I was recently reading the works of the seventeenth-century antiquary John Aubrey, who at one point mentions a ghost craze that had broken out in Cirencester, England. The “apparition” was reported to have disappeared with “a curious perfume and most melodious twang.” Reading this I unconsciously got ready for a man as wise as Aubrey to pooh-pooh the whole thing, pouring scorn on such superstition. But no; while Aubrey does indeed have a correction, it comes via his friend — one Mr W. Lilly — who ventures that the common view is wrong, for he “believes it was a fairy.”

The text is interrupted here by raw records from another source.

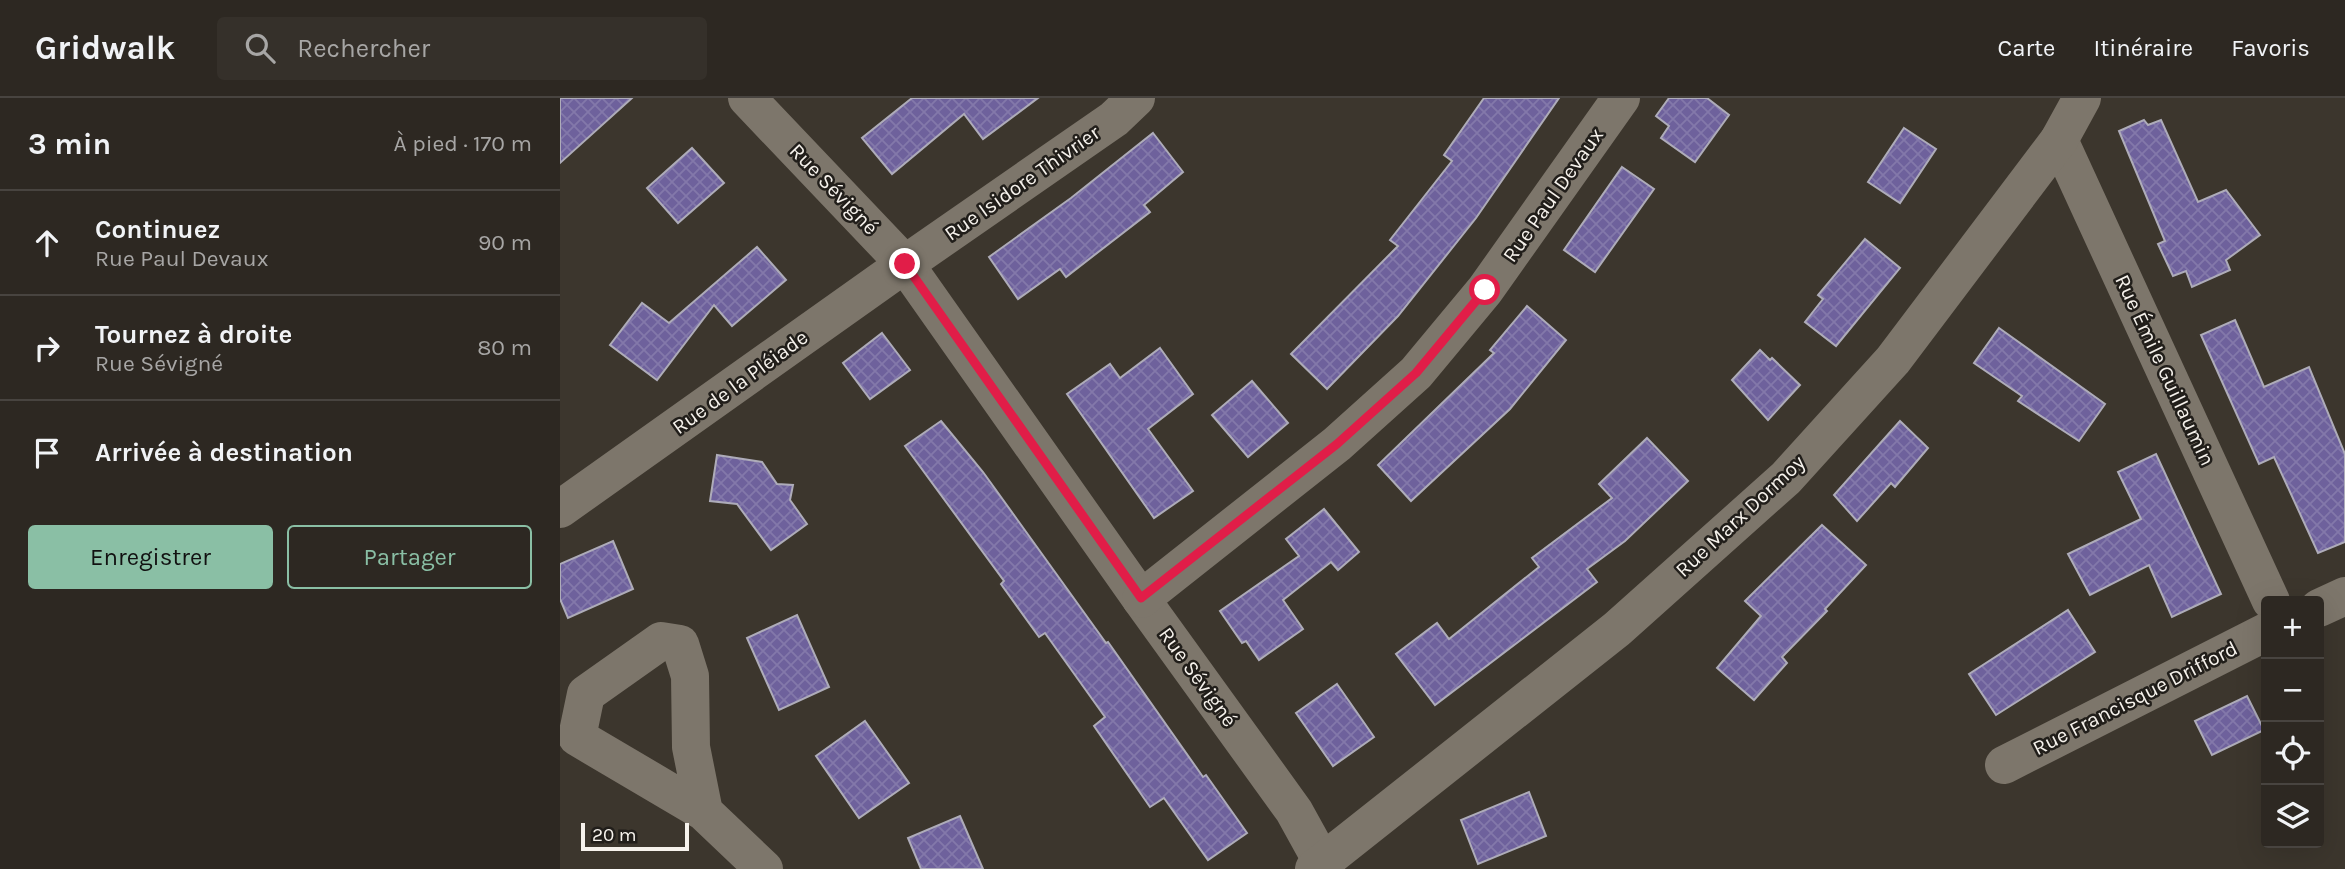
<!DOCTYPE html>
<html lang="fr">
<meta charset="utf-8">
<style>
body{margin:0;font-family:Karla,sans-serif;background:#35302a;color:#f1f3f6}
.controls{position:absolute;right:21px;bottom:21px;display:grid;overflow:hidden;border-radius:7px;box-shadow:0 7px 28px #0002}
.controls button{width:63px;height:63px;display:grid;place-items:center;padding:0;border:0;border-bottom:2px solid #484440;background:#2d2822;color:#f1f3f6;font:35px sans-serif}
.scale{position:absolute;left:21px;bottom:18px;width:108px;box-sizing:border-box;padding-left:7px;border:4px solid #f6f2ec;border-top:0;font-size:19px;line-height:24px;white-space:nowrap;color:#f6f2ec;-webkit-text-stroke:5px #211e1a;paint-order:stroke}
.stop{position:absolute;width:21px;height:21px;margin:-16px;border:5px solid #e11d48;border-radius:50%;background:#fff}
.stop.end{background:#e11d48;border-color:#fff;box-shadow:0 2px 7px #0008}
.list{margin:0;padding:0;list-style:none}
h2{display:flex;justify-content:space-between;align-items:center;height:91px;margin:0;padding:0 28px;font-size:30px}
h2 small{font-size:23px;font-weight:400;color:#a7a6a5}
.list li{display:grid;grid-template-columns:46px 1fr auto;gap:21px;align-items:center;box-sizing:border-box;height:105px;padding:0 28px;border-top:2px solid #484440}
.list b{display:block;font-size:26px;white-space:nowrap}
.list p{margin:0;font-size:23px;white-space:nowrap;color:#a7a6a5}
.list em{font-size:23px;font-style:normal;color:#a7a6a5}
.actions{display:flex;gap:14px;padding:21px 28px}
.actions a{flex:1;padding:16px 0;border:2px solid #8abfa5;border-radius:7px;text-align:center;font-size:24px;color:#8abfa5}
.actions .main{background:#8abfa5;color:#111}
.icon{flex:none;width:38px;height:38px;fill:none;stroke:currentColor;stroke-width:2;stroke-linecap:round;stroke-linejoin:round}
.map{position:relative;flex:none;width:1785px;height:771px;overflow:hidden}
header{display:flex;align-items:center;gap:42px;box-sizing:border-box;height:98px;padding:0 35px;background:#2d2822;border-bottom:2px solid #484440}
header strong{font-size:33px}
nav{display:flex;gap:38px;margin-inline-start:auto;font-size:24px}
.search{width:490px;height:63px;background:#35302a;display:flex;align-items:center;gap:18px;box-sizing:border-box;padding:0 24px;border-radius:7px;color:#a7a6a5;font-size:26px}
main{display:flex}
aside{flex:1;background:#2d2822}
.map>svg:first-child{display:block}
.building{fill:url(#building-cross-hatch);stroke:#aeacb9;stroke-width:2}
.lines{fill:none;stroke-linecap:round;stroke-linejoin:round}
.minor{stroke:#7d766b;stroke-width:38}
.route{stroke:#e11d48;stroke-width:9}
.labels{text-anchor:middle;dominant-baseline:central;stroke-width:5;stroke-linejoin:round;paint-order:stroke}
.street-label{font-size:21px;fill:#f6f2ec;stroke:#211e1a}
</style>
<header>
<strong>Gridwalk</strong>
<div class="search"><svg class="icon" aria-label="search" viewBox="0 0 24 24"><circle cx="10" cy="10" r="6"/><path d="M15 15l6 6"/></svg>Rechercher</div>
<nav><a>Carte</a><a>Itinéraire</a><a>Favoris</a></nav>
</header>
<main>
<aside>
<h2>3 min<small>À pied · 170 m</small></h2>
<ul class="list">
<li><svg class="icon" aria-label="ahead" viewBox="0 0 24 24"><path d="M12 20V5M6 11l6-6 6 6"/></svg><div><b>Continuez</b><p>Rue Paul Devaux</p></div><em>90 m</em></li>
<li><svg class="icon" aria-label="right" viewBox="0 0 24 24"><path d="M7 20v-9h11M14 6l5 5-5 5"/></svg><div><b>Tournez à droite</b><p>Rue Sévigné</p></div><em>80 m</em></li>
<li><svg class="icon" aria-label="arrive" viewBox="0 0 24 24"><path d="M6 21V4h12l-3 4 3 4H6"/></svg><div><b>Arrivée à destination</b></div></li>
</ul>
<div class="actions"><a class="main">Enregistrer</a><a>Partager</a></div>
</aside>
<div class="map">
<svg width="1785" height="771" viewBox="0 0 1785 771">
<defs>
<pattern id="building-cross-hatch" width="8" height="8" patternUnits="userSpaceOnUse" patternTransform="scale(1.75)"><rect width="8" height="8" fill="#6e619c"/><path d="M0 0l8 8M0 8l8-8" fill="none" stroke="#8378aa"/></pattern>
</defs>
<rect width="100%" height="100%" fill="#3c362d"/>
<g class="building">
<path d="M0,0H72L0,65Z"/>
<path d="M352,0H478L423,41L404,16L332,76L302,40Z"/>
<path d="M924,0H999L916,120L838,218L767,291L731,256L838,148L830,142L892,63L884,57Z"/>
<path d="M1109,0H1147L1169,17L1135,64L1101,40L1109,28L1096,18Z"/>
<path d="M1584,22L1588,27L1601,22L1638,104L1666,92L1700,137L1666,162L1670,172L1632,189L1626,173L1613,178L1598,146L1605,143L1559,33Z"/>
<path d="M1344,30L1376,51L1340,105L1308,84Z"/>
<path d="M593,35L623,74L584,107L590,114L506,179L500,171L458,201L429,159L511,100Z"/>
<path d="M132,50L164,85L118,125L87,90Z"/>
<path d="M1062,69L1094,91L1035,174L1004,152Z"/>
<path d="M1305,141L1340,170L1276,248L1245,224L1263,201L1258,197Z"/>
<path d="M197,149L226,182L172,228L154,207L97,282L50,247L82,205L109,225Z"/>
<path d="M967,208L1006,242L950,311L851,403L818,367L934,255L930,252Z"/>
<path d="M1675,222L1704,289L1749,269L1785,356V444L1758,455L1714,359L1699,366L1641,237Z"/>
<path d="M1439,230L1545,306L1519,343L1458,303L1462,298L1414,265Z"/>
<path d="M322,235L350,272L310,301L283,265Z"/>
<path d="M600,250L633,296L588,331L633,393L594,420L507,296L550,266L560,280Z"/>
<path d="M1200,252L1210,262L1212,260L1240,287L1208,322L1172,282Z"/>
<path d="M692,283L728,325L688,359L652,317Z"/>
<path d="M381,323L423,374L546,545L548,544L643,679L646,677L687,735L648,762L604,700L590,709L534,628L545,619L485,535L479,539L441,486L444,483L345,348Z"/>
<path d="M1340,323L1368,350L1335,389L1331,385L1297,423L1274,397Z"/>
<path d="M1087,340L1128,383L1065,443L1027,471L1037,484L875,607L836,556L877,525L889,541L979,469L972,460L1052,400L1039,386Z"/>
<path d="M1596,356L1661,496L1612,519L1589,467L1530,497L1508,456L1581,421L1558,374Z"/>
<path d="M157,357L202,364L217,386L233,387L230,402L247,426L211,452L177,406L150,403Z"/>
<path d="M764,411L799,454L778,472L771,464L723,502L743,531L699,562L686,543L682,545L660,513L739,458L726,441Z"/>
<path d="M1262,427L1306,467L1265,511L1267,513L1222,559L1227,565L1194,602L1157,570L1201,518L1185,503Z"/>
<path d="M53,443L73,491L8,520L0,501V466Z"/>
<path d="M1508,512L1535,554L1436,617L1409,576Z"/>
<path d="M237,517L269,589L219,612L187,540Z"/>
<path d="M777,586L814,639L773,668L736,615Z"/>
<path d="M1687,598L1704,632L1652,657L1635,623Z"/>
<path d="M305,623L349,685L299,720L256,658Z"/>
<path d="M969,694L986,738L918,766L901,722Z"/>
<path d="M400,718L423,771H361L348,740Z"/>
</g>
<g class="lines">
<g class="minor">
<path d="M187,0L345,166L581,501L734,713L766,771"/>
<path d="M1499,42L1711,503"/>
<path d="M0,411L345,166L554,21L576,0"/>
<path d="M581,501L777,346L856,275L925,192L1061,0"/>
<path d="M1759,510L1785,498"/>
<path d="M1444,667L1706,534"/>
<path d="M144,714L131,649L130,578L120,546L101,543L26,596L17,639L144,714L204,771"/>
<path d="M754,771L1057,531L1226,380L1333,262L1499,42L1522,0"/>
</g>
</g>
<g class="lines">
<path class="route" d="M345,166L581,500L777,346L856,275L925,192"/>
</g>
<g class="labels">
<g class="street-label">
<text transform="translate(462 85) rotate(-35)">Rue Isidore Thivrier</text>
<text transform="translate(274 91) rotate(46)">Rue Sévigné</text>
<text transform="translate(993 97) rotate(-55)">Rue Paul Devaux</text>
<text transform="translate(1605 272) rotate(65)">Rue Émile Guillaumin</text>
<text transform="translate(180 284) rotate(-36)">Rue de la Pléiade</text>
<text transform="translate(1180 418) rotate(-43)">Rue Marx Dormoy</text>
<text transform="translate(638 579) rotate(54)">Rue Sévigné</text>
<text transform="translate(1575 600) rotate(-27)">Rue Francisque Drifford</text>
</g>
</g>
</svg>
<div class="controls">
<button>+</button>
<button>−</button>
<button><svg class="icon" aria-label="locate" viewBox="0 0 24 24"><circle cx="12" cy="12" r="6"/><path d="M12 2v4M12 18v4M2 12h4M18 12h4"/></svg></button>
<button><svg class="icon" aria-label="layers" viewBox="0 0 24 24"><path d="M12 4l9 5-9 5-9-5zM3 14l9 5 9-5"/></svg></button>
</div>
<div class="scale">20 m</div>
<div class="stop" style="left:925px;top:192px"></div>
<div class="stop end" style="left:345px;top:166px"></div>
</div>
</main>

One of the most familiar joys of reading is the moment of recognition, when a hand seems to reach out across the centuries and a voice seems to say: “I was there too.” But an equal shiver of pleasure can come from reminders that people in the past were different. It is a point that the movies can almost never bring themselves to understand. In films today almost all characters from the past think, talk and act as we do. It doesn’t matter whether it is ancient Egypt, eighteenth-century England or the interwar period. The makers don’t realize that people in the past weren’t the same as us. Of course they had the same immutable human passions and flaws. But their preconceptions, preoccupations and priorities were often wholly different. Not least because they didn’t know what we now know.
And therein lies a great temptation for all of us in the present time. We know that today a man of Aubrey’s learning would not have speculated on whether the apparition in Cirencester was a sprite. He would have understood that there are no such things. But from such realizations can come an unsuitable pride. It is one reason why our age has such a presumptuous desire to make judgments over everyone in the past. Since they did not know what we know, we have an inbuilt tendency to assume that this must mean we are somehow better than them.
The most obvious example is that every-one now knows which side they would have been on during World War Two. In large part because we know how history went. Yet history is less clear as you are living through it. If say, you were a Dutchman in the 1940s, you had no damn idea how long the present order was going to last or even if it would ever end.
The fact that we seem to have a growing unwillingness to understand the past is demonstrated all around us. Just last month New York City Hall removed a statue of Thomas Jefferson, because (in the words of one council member) the Founding Father “doesn’t represent our contemporary values.” Leave aside what those surefire “contemporary values” might be. How can a country behave like this towards one of its founding geniuses? How could Thomas Jefferson, after 187 years, get crated up and wheeled out through the back door of the New York council chamber? Only because today we know that owning slaves is wrong and think that this should have been obvious. Even though most people in recorded history did not. But I cannot help fearing that out the back door with Jefferson goes the possibility of understanding why people in history didn’t think like us.
This bothers me more and more. I mind the historical presumption. Because if there’s one thing the past couple of years have given me, it’s a little taster of how people in history must have felt.
The coronavirus is minuscule by the standards of historical challenges. It is not the American War of Independence. It is not World War Two. It is not even equivalent to the Spanish flu of a century ago. But still our ability to see more than a couple of inches in front of our faces remains humblingly limited.
At the beginning of the crisis we feared it might be an ebola-like thing. A few people said it wasn’t, but it seemed too early to tell, and those of us not trained in understanding pandemics held back for fear of the bodycount that might yet come. People talked about civil liberties being curtailed, but many more — as the polls showed — were more concerned about safety than liberty.
In the US there were those who lamented the direction this would go in. But in Britain, and much of Europe, we went along with a set of new rules and social changes that seemed implausible until the very moment they occurred. People said we would not have forced vaccinations, and then countries like Austria and Germany made sure that life became effectively unlivable for people who had not agreed to be jabbed. Down the line from there, in places like Singapore, the Covid emergency has allowed the state to go full surveillance on its citizens. TraceTogether is the mandatory app that everybody there must have on their phones, while keeping these phones on them at all times.
When I hear of such places, or witness some of the scenes that have come out of the Covid detention facilities in Australia, I worry whether my most lunatically paranoid friends are correct. Maybe a right once given up is never returned. Maybe the British government really will keep telling its people of every new variant of this wretched virus and each time subject them to further lockdowns. Perhaps there will be variants that we should ignore and risks that we should once again acquaint ourselves with. Then again, perhaps there will be one variant about which we regret taking that view. I don’t know. I know what level of risk I am happy to take. But that level is different even from some of my closest family and friends.
All of which is to say that this seems a strange time to be so unkind towards people in history. Better to try to learn, understand and be kindly towards them. Remembering that, like us, when they were alive they didn’t have much of a clue what was going on either.